• [The problem] Read through the material below and copy each line in which the word "Itinéraire" occurs.

• [Exercise materials]
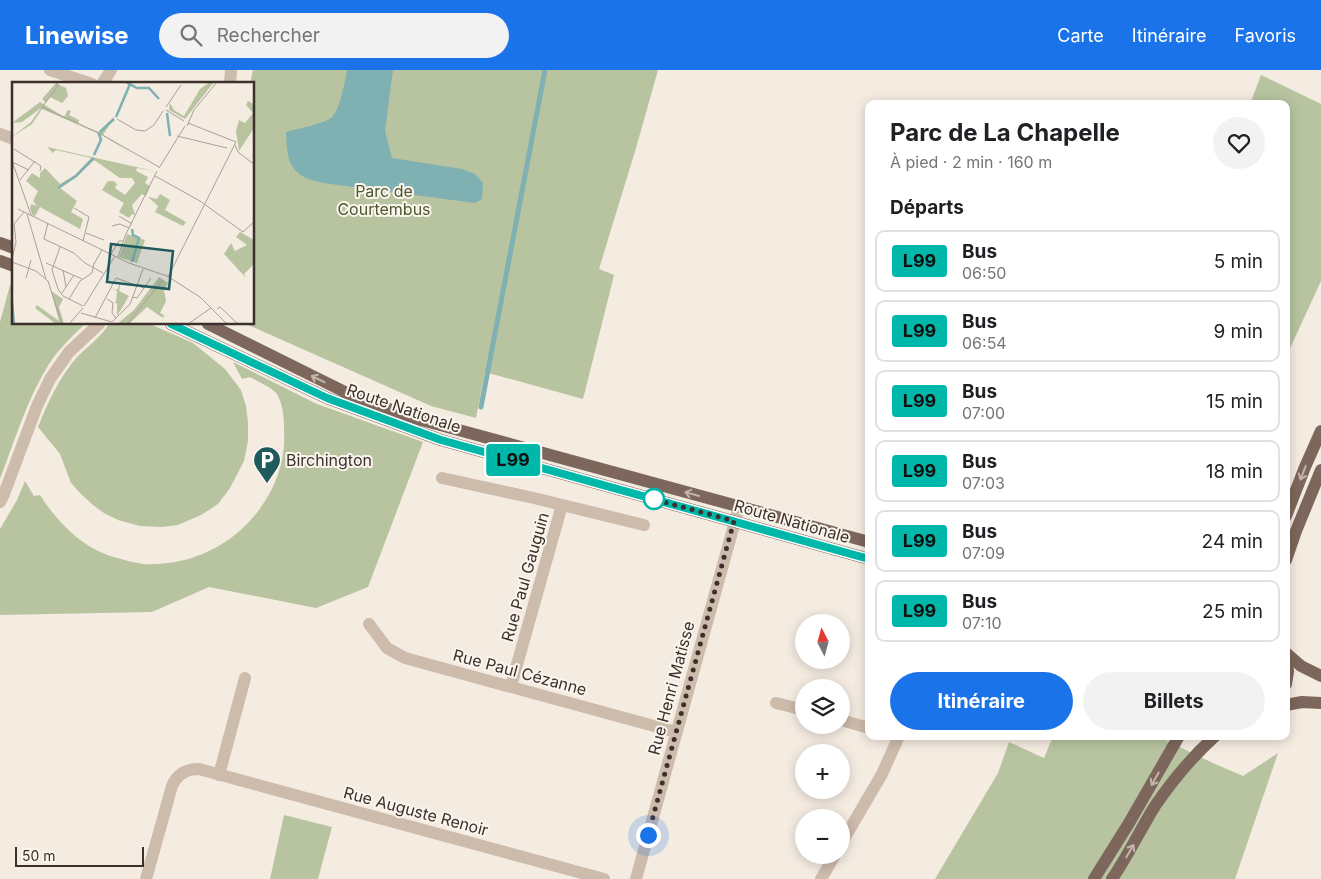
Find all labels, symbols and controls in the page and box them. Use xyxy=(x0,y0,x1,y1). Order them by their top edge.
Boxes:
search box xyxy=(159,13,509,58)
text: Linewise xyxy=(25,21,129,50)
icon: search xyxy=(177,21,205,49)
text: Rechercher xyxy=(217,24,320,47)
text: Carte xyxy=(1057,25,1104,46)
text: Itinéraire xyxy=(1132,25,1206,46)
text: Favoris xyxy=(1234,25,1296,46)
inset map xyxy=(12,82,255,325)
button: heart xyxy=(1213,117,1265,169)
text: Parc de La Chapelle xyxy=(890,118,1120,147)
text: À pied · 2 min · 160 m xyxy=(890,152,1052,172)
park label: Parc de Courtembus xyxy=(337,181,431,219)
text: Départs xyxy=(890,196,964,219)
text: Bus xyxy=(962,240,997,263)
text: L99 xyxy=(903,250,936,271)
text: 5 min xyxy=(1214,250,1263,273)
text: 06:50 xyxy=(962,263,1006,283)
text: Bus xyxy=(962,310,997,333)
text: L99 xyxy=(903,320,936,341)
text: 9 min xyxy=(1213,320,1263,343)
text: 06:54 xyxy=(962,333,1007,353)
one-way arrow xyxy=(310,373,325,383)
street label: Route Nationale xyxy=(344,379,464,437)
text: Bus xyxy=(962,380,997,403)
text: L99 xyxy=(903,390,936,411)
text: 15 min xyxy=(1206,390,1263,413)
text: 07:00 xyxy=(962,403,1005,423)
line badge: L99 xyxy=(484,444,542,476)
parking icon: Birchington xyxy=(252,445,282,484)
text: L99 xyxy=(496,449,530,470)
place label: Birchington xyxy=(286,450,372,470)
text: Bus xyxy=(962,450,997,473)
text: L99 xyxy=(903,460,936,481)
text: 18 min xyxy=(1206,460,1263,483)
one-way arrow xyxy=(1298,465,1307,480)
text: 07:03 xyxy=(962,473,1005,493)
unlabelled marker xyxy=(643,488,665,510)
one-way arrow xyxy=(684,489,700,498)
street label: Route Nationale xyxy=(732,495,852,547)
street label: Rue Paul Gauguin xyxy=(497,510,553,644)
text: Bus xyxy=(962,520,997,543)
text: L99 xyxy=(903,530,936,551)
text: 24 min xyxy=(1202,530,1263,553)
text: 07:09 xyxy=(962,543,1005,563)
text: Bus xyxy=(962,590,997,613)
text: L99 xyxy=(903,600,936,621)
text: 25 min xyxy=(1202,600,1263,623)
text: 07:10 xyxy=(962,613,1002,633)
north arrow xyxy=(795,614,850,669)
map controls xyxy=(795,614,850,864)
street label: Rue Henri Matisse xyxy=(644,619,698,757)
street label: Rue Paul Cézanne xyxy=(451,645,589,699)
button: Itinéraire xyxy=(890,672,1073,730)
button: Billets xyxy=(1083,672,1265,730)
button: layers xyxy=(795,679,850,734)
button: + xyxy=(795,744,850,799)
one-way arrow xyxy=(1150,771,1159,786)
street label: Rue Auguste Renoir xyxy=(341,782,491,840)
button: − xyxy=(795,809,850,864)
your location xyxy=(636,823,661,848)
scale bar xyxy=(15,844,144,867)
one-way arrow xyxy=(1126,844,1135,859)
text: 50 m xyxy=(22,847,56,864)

• [Completed task]
text: Itinéraire xyxy=(1132,25,1206,46)
button: Itinéraire xyxy=(890,672,1073,730)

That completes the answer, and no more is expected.